# SJ WINEMAKERS Club Meeting



## Tom (Apr 12, 2010)

For those who are in the south Jersey / Philly you are invited to my Wine Club meeting.
The meeting is THIS Sunday the 18th @ 1 PM.
Location is at Ginos in Hammonton.
Topic is CHILEAN wines. Juices and Grapes will be discussed amist concerns of the earthquake a while ago.
*If you can make it please PM me before you show up. I am limiting the open invite, so 1st come get it.*


----------



## Tom (Apr 16, 2010)

Still a chance to come to my wine club meeting this Sunday in Hammonton.


----------



## Tom (Apr 18, 2010)

OK here are some Photos.
Check my ALBUM in the Albums section for more
Below is Joeswine and Mike Pinto.


----------



## Wade E (Apr 18, 2010)

Hows Joe doing Tom, havent seen him on here, is he still having a problem with our site?


----------



## Tom (Apr 18, 2010)

Yea I thinks its his (him) computer. Ck out the new pic in my album from Gino's
One thing I found out. The earthquake helped settle the glut of wine worldwide. BUT, next year may be something else as far as pricing. Mike said the VINES did not get hurt but their economy did and .. well we have to see what happens next year on Grapes, Juice and WINE from Chile.
Alot of wineries lost hundreds of thousand liters of wine.


----------



## wyntheef (Apr 19, 2010)

Tom said:


> One thing I found out. The earthquake helped settle the glut of wine worldwide. BUT, next year may be something else as far as pricing. Mike said the VINES did not get hurt but their economy did and .. well we have to see what happens next year on Grapes, Juice and WINE from Chile.
> Alot of wineries lost hundreds of thousand liters of wine.

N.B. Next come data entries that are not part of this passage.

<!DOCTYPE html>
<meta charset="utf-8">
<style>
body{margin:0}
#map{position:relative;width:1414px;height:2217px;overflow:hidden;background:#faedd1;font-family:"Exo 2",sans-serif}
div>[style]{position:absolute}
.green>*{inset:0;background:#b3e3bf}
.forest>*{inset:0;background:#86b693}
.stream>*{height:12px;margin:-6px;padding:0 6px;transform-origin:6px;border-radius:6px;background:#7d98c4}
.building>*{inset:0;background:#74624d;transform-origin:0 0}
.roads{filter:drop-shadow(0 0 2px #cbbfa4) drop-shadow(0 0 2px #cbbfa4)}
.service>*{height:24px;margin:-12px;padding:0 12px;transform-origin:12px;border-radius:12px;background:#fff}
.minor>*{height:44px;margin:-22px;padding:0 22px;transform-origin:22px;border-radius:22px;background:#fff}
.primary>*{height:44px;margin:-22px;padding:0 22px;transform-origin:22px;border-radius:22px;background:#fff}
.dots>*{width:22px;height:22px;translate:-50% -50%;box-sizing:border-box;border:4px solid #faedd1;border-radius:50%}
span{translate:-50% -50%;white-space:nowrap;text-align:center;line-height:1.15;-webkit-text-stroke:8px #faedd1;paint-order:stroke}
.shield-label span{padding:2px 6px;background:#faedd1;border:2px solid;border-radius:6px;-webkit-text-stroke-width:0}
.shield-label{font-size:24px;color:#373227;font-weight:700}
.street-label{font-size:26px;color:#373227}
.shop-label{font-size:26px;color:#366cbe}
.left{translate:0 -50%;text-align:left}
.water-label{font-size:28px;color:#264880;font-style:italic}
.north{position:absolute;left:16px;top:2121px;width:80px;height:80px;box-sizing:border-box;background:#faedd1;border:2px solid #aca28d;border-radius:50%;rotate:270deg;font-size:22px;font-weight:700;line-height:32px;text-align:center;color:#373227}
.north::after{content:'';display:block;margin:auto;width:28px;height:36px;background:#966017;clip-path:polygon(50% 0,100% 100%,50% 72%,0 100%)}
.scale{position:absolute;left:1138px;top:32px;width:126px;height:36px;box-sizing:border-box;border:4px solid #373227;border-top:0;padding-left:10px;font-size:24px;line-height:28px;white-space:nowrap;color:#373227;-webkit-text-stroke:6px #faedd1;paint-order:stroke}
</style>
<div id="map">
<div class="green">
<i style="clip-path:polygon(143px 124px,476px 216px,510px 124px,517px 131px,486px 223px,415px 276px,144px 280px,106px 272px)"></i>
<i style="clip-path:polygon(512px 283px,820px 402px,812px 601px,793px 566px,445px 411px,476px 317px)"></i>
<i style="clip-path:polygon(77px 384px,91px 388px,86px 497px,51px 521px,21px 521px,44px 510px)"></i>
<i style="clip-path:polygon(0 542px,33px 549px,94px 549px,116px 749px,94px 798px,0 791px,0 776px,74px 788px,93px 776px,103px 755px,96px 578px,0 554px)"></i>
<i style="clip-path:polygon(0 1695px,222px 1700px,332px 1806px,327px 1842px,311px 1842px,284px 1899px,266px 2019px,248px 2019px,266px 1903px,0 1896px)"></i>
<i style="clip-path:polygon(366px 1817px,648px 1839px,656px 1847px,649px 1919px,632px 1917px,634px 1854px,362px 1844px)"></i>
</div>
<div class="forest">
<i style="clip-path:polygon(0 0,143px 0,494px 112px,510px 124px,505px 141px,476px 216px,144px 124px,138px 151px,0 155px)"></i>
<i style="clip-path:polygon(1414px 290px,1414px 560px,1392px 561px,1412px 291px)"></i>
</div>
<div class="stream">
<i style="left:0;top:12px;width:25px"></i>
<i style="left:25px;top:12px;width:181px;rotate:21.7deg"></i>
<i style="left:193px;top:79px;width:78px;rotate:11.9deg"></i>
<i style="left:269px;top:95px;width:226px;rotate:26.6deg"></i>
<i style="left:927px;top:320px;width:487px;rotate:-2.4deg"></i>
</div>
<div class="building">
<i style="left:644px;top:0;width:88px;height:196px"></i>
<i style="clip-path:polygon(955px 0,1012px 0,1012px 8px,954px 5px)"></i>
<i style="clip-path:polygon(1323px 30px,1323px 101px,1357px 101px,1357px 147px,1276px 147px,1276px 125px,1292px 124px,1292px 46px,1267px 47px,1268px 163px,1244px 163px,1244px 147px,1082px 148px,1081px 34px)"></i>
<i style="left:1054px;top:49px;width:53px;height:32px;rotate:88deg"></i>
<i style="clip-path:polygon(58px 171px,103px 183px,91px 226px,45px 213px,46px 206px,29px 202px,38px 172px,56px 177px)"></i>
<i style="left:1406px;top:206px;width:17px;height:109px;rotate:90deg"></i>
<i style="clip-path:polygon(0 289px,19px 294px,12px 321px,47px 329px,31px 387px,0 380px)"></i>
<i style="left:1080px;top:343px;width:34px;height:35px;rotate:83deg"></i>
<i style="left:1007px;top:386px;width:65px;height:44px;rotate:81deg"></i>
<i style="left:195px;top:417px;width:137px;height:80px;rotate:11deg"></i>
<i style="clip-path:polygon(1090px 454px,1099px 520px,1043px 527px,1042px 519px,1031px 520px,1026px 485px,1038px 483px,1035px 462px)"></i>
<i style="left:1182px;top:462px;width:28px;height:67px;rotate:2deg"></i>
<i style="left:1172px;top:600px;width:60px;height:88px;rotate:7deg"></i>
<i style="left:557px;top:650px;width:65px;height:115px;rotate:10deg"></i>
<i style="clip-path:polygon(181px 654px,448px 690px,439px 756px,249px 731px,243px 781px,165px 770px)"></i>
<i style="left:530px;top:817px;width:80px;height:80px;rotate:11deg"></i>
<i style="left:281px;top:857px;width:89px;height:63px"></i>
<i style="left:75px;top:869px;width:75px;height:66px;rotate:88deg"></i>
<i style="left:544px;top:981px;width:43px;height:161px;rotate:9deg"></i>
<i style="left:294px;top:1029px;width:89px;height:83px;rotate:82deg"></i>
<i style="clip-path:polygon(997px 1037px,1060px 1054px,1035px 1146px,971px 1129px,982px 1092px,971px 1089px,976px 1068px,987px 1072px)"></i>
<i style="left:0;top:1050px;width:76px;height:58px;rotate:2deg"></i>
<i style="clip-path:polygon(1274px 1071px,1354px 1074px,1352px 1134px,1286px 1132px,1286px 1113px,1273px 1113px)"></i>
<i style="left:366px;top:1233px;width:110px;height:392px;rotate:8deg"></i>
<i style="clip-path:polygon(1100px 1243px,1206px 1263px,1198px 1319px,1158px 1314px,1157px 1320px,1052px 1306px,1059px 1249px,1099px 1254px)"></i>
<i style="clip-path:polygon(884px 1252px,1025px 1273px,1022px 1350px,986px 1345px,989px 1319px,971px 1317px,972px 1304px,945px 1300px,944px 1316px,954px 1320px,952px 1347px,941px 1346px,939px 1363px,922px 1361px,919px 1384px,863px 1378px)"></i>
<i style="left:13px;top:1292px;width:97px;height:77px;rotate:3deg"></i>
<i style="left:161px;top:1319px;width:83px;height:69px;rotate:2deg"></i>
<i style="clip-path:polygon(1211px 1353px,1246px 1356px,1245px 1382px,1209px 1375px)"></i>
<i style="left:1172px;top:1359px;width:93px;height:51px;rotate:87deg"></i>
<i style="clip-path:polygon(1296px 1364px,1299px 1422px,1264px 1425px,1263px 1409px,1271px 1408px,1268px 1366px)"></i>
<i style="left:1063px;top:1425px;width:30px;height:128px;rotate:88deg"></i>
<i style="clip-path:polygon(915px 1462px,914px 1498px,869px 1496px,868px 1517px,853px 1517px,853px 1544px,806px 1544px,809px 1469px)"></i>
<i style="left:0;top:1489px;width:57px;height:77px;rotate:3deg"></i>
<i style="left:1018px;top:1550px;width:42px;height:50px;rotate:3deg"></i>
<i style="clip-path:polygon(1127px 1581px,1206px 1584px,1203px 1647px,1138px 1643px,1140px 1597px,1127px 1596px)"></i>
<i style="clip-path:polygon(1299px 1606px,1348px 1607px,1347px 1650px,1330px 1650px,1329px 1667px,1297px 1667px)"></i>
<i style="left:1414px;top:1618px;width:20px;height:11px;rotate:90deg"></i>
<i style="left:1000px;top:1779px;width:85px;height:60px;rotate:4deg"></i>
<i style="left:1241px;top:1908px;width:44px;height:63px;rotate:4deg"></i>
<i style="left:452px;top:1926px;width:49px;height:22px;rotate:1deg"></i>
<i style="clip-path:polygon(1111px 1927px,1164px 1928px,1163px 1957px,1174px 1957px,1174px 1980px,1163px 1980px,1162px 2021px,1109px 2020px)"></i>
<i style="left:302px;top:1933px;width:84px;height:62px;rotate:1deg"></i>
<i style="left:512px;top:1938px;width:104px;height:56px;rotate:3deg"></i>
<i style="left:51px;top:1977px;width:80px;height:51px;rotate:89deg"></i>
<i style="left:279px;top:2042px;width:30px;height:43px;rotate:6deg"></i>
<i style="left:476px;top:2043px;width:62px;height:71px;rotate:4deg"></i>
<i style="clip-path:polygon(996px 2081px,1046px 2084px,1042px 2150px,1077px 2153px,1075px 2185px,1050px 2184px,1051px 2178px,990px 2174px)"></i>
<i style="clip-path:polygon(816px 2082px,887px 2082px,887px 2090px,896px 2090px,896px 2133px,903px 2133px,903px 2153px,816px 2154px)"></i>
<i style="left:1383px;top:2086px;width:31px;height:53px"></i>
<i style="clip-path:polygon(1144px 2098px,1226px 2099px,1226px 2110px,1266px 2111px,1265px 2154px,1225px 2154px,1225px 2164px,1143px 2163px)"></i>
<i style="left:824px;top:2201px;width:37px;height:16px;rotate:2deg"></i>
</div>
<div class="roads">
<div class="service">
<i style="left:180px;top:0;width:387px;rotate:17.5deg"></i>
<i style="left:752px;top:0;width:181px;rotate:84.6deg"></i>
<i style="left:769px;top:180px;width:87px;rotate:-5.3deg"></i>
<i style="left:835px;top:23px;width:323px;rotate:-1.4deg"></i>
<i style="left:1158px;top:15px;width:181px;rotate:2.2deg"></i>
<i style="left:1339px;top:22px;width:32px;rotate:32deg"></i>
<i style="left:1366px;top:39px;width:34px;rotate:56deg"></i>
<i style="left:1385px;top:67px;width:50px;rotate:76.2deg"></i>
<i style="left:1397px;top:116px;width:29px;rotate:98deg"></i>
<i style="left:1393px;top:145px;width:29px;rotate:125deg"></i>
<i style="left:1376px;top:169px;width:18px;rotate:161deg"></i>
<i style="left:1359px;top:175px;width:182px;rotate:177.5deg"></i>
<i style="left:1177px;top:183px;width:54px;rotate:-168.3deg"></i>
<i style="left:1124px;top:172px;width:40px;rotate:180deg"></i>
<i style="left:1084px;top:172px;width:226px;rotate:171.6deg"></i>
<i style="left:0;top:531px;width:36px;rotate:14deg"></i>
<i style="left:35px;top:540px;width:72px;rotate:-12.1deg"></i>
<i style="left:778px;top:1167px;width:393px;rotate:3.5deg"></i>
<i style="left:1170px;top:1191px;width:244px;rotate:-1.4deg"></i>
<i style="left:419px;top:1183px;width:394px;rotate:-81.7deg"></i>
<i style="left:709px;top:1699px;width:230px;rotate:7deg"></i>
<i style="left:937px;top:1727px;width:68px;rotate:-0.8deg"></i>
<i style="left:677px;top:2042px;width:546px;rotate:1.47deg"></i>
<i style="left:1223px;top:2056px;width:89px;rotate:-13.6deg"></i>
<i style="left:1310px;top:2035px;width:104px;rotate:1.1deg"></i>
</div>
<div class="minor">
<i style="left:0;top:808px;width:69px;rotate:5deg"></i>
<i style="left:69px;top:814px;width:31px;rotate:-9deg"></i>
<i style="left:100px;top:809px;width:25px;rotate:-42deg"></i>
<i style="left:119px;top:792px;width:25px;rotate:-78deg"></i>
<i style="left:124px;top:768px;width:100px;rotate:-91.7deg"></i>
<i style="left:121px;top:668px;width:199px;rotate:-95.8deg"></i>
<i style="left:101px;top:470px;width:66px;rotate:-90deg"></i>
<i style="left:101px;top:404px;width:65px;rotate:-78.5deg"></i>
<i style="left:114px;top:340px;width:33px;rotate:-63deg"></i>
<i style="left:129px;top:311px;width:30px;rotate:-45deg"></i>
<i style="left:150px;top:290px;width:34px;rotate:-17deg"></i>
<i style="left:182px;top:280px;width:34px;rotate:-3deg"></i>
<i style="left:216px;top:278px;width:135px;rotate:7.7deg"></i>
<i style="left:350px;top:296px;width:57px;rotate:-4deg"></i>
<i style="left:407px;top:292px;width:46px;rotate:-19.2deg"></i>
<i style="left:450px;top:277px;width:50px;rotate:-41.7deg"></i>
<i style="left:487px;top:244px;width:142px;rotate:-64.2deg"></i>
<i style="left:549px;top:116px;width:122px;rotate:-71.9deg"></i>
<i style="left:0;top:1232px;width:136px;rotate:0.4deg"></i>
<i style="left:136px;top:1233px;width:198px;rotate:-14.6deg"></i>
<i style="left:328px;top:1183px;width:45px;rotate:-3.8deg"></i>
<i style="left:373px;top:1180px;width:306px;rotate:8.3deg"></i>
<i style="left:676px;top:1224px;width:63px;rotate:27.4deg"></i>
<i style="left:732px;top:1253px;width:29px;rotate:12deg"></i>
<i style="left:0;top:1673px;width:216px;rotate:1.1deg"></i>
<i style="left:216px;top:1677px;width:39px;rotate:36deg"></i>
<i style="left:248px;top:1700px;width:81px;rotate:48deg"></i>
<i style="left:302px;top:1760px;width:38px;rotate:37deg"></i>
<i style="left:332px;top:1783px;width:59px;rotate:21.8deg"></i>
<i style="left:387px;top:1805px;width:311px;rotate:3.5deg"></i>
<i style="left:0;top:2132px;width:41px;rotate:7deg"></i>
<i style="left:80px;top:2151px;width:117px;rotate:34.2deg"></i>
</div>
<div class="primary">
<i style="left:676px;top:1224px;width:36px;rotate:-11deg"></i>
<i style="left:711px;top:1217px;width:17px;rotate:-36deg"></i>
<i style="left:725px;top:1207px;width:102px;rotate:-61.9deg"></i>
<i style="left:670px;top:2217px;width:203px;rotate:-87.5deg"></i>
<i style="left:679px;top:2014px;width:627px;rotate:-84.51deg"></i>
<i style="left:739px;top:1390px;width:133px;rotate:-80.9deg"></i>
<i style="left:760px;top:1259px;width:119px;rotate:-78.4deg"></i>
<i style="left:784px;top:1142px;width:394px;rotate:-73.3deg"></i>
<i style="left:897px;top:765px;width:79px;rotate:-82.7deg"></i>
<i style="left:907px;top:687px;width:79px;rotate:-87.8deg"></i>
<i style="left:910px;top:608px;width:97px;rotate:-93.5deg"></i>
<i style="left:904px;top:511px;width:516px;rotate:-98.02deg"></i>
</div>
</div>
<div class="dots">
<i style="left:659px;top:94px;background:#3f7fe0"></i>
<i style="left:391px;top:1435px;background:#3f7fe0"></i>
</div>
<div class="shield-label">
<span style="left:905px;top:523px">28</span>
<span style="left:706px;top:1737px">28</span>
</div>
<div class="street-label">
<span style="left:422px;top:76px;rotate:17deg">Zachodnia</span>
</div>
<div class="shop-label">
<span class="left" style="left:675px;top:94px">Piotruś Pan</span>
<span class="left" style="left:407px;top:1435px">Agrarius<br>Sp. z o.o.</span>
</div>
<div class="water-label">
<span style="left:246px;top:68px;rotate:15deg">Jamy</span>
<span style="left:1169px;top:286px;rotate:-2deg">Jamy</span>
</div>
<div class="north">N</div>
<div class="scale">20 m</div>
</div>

Just heard on the news last night about an invasive species bug that's becoming a big problem out in the Sonoma and Napa Valley vineyards.
All of this is sounding like a perfect storm for wine and juice buyers for next year or perhaps even this fall.:<


----------



## Tom (Apr 19, 2010)

Please tell us more...
any links?


----------



## wyntheef (Apr 20, 2010)

Tom said:


> Please tell us more...
> any links?



Sure. Here's the story. And a depressing one at that.


World’s top bug sleuths in Calif. to search Napa vineyards for ways to fight grape-eating moth 

By Tracie Cone, AP 
Thursday, April 15, 2010 




World’s top bug sleuths team to fight Napa moth


FRESNO, Calif. — European entomologists are joining colleagues from across the United States to address a problem growing on Napa Valley grapevines: a hungry moth that threatens to destroy some of the world’s most valuable fruit.

Scientists from Italy, France, Germany and Chile who have experience fighting the European grapevine moth are part of a Department of Agriculture task force in Napa this week. The group is working on a plan to contain and eradicate the invasive pest.

The moth has forced a quarantine across Napa County and state ag officials are working up a quarantine in parts of neighboring Sonoma County since the moth was discovered there last week.

Control options include sprays, predator bugs and pheromone traps that upset mating cycles.


----------